Joyce Jonathan (1re à g.) et ses partenaires à l’émission chinoise Cheng Feng (PHOTOS FOURNIES PAR JOYCE JONATHAN) 

Cheng Feng 2024 : Un défi relevé avec brio 

En 2024, Joyce a accepté de participer à l’émission de variétés chinoise Cheng Feng (ou Ride the Wind, que l’on peut traduire par « Surfer sur les vagues »), une décision qui a surpris certains de ses fans. En effet, elle n’avait jamais participé à ce type d’émission auparavant, mais elle a été séduite par cette opportunité. « Se dépasser à travers l’apprentissage de nouvelles chansons, avec d’autres femmes très inspirantes », confie-t-elle.

L’émission regroupait 36 femmes de plus de 30 ans. Seulement six d’entre elles, dont Joyce, étaient étrangères. Pendant quatre mois, elles ont vécu dans de jolies villas à Changsha (Hunan), en équipes de deux, trois ou quatre, suivi des cours de chant et de danse et répété pour se produire lors de shows en direct. Dès le début, la chanteuse française a conquis le cœur des téléspectateurs chinois en interprétant Champs Élysées de Joe Dassin dans un style plus folk. Mais son succès ne s’est pas limité aux chansons françaises. Elle a aussi chanté des chansons uniquement en chinois, tels qu’une partie du célèbre Yueju, un opéra traditionnel chinois dans lequel les rôles masculins sont joués par des femmes.

Outre la difficulté de chanter en chinois, elle a suivi plusieurs cours de mise en scène pour réaliser les spectacles et s’entraîner sur les chorégraphies. La séparation avec sa fille de quatre ans pendant les longues périodes d’enregistrement a été une autre épreuve difficile. Mais elle a trouvé du réconfort dans le soutien des autres participantes, qu’elle appelle affectueusement ses « sœurs ». Beaucoup d’entre elles parlaient anglais, ce qui a facilité les échanges, et au fil du temps, la chanteuse a vu son niveau de chinois s’améliorer. À la fin de l’émission, elle était capable de comprendre les discussions et de chanter des chansons complexes en chinois. « J’ai beaucoup appris et je ne regrette pas d’avoir accepté le défi », affirme-t-elle. Peu importe l’intensité de la compétition et de l’entraînement, la chanteuse souriait constamment et répétait « 小意思 xiǎoyìsi », une façon d’exprimer à la fois son aisance et son attention envers les fans.
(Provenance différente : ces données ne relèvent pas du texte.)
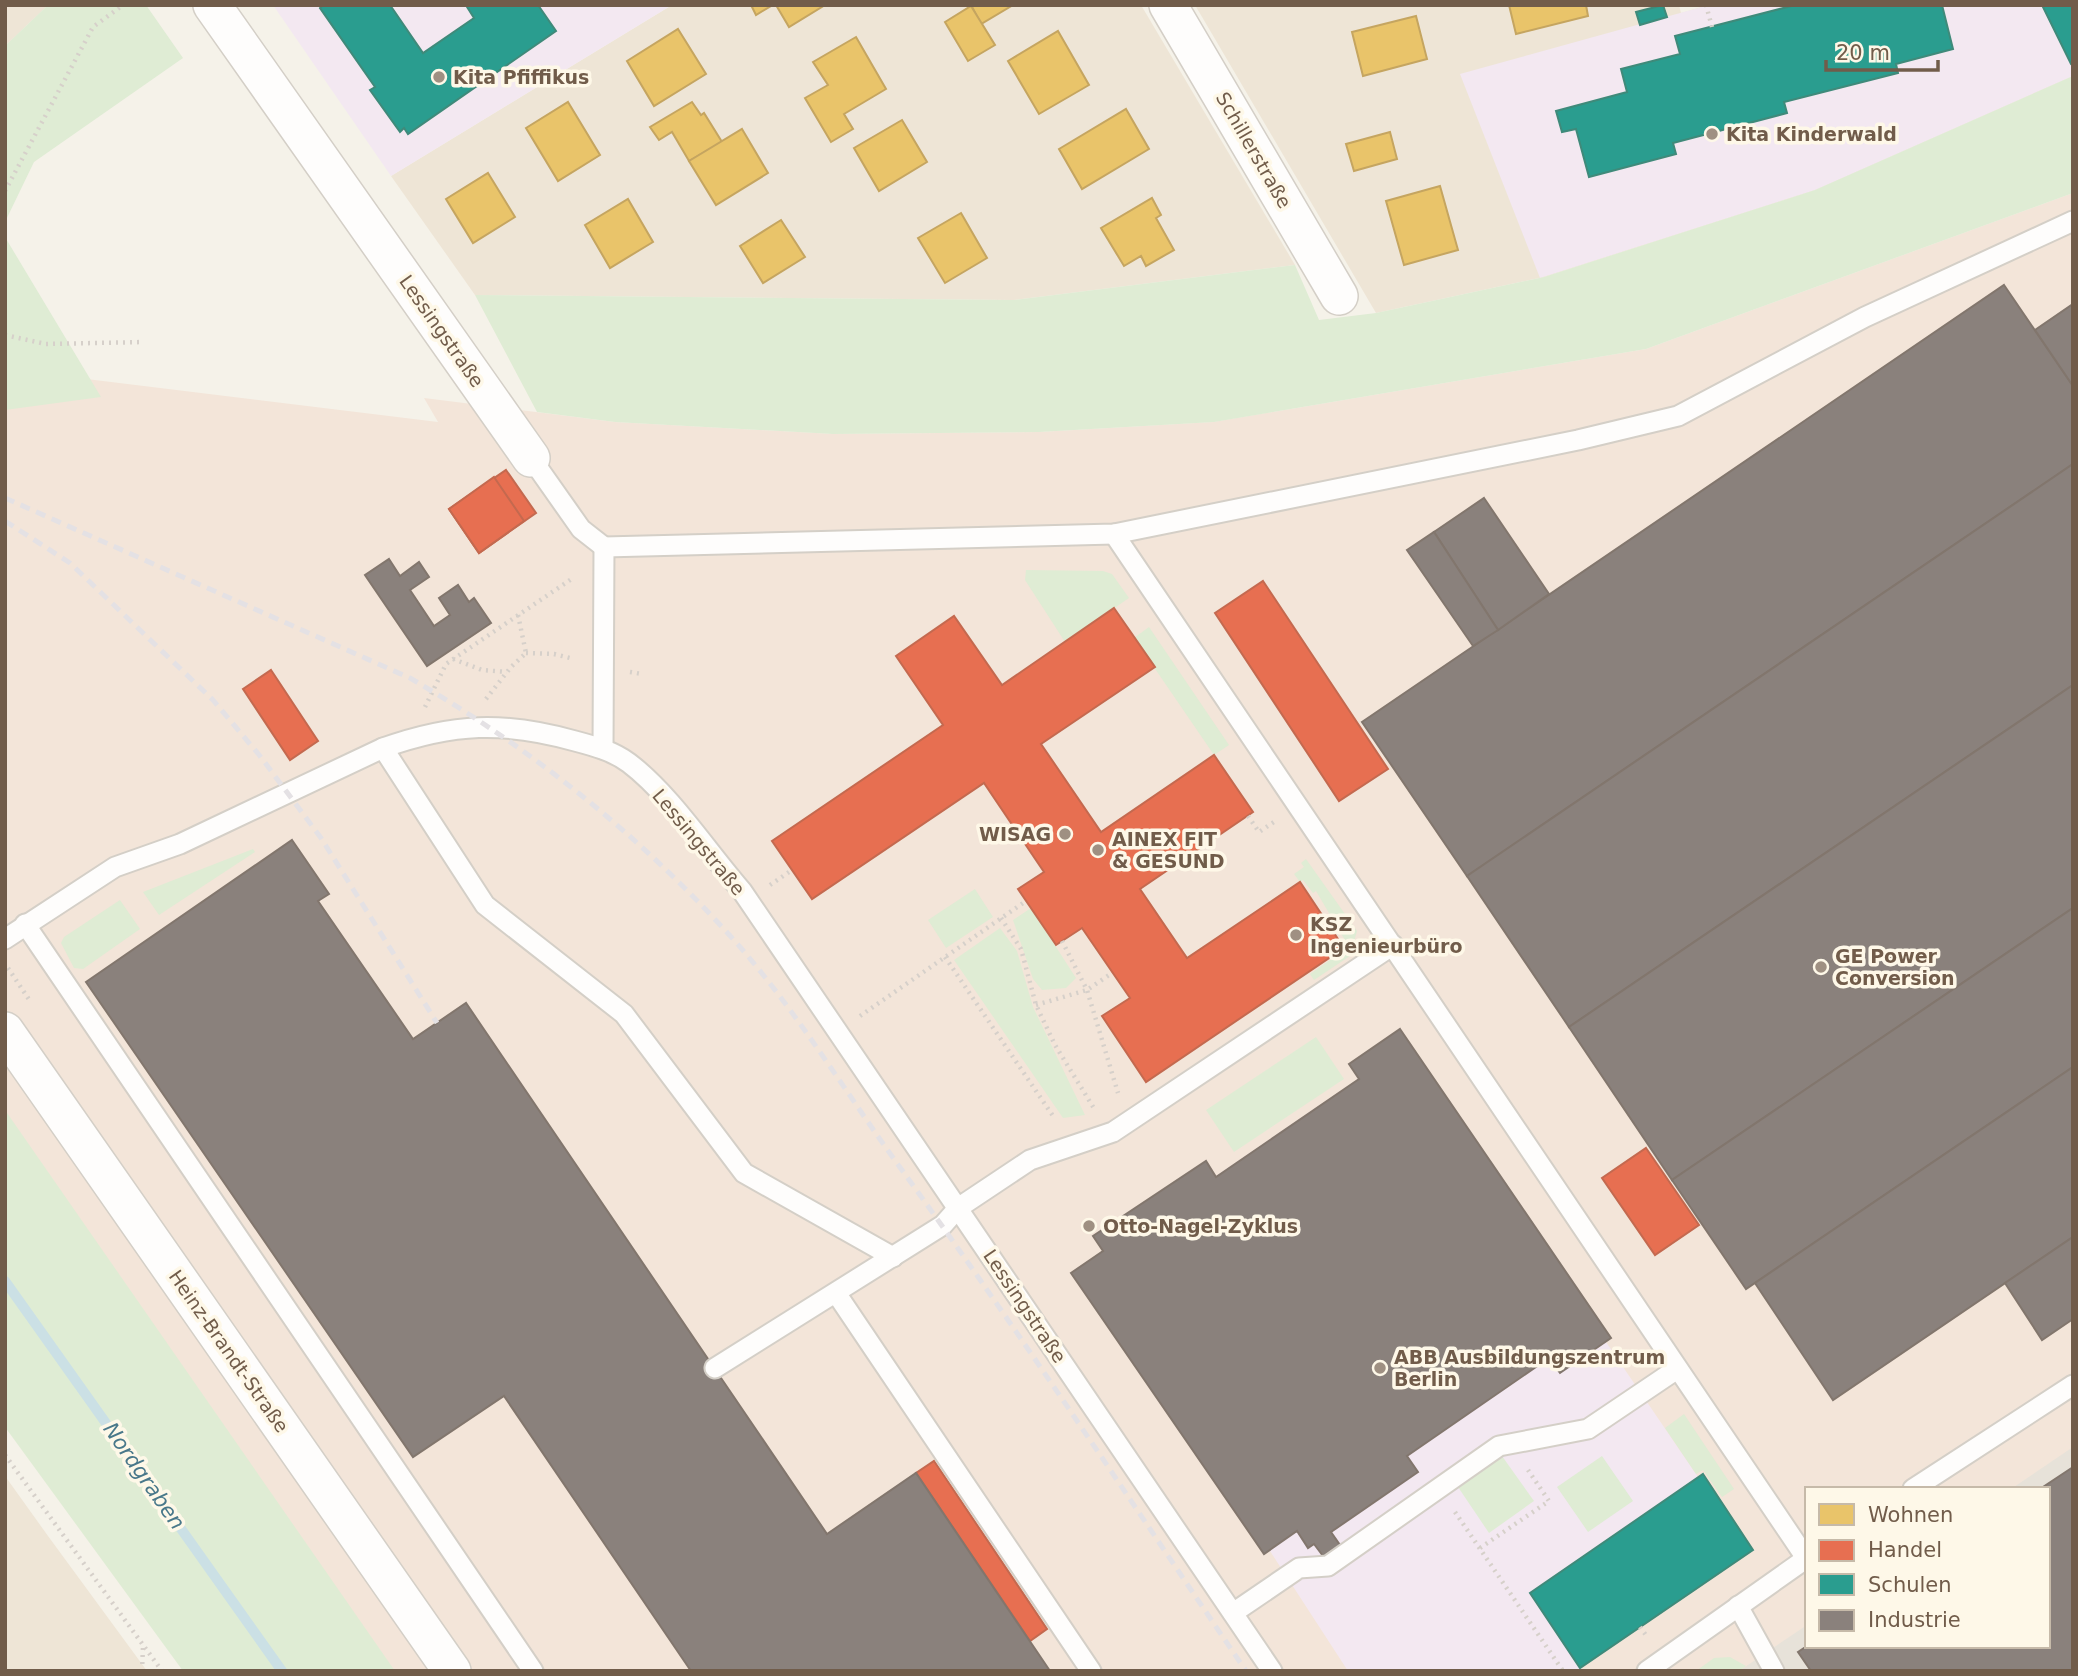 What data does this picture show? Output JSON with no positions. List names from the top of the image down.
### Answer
{
  "streets": {
    "street": ["Schillerstraße", "Lessingstraße", "Heinz-Brandt-Straße"]
  },
  "water": ["Nordgraben"],
  "places": [
    "Kita Pfiffikus",
    "Kita Kinderwald",
    "WISAG",
    "AINEX FIT & GESUND",
    "KSZ Ingenieurbüro",
    "GE Power Conversion",
    "Otto-Nagel-Zyklus",
    "ABB Ausbildungszentrum Berlin"
  ],
  "legend": [
    "Wohnen",
    "Handel",
    "Schulen",
    "Industrie"
  ],
  "scale_bar": "20 m"
}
Cette expérience a été pour elle une source d’enrichissement personnel et artistique. « Chanter l’opéra Yueju était une expérience extraordinaire. Je ne pensais pas être capable de chanter aussi haut », se souvient-elle. Elle a également apprécié de chanter La Rencontre des lumières (让光遇见光) avec Laure Shang (Shang Wenjie) pour célébrer les 60 ans d’amitié entre la France et la Chine et découvert les chansons de Faye Wong (Wang Fei), qu’elle a interprétées lors de la finale.

Sa persévérance lui a permis de se faire un véritable nom en Chine. Le 27 juin 2024, elle a remporté la finale de l’émission, qui a comptabilisé plus de 13,5 milliards de vues sur internet, accédant au rang de superstar en Chine.

Passerelle culturelle entre la Chine et la France 

Pour Joyce, la musique est un langage universel qui transcende les frontières et les cultures. Elle en a fait l’expérience lors de sa participation à Cheng Feng, où elle a été émue par des mélodies même si les paroles en chinois lui étaient étrangères. Cette capacité de la musique à toucher les cœurs sans avoir besoin de mots est ce qui en fait un outil puissant pour promouvoir les échanges culturels entre la Chine et la France. « Les similitudes entre la Chine et la France se trouvent dans l’amour des grandes mélodies et les émotions qu’elles procurent. Il y a aussi beaucoup d’authenticité dans le chant », souligne-t-elle. C’est cette authenticité qu’elle cherche à transmettre dans ses propres compositions, qu’elle interprète en français ou en chinois. Elle constate que ses chansons Ça ira, Je ne sais pas, Sans toi et Je cours sont particulièrement appréciées du public chinois. « Je ressens une énergie différente sur ces chansons pendant les concerts en Chine », dit-elle.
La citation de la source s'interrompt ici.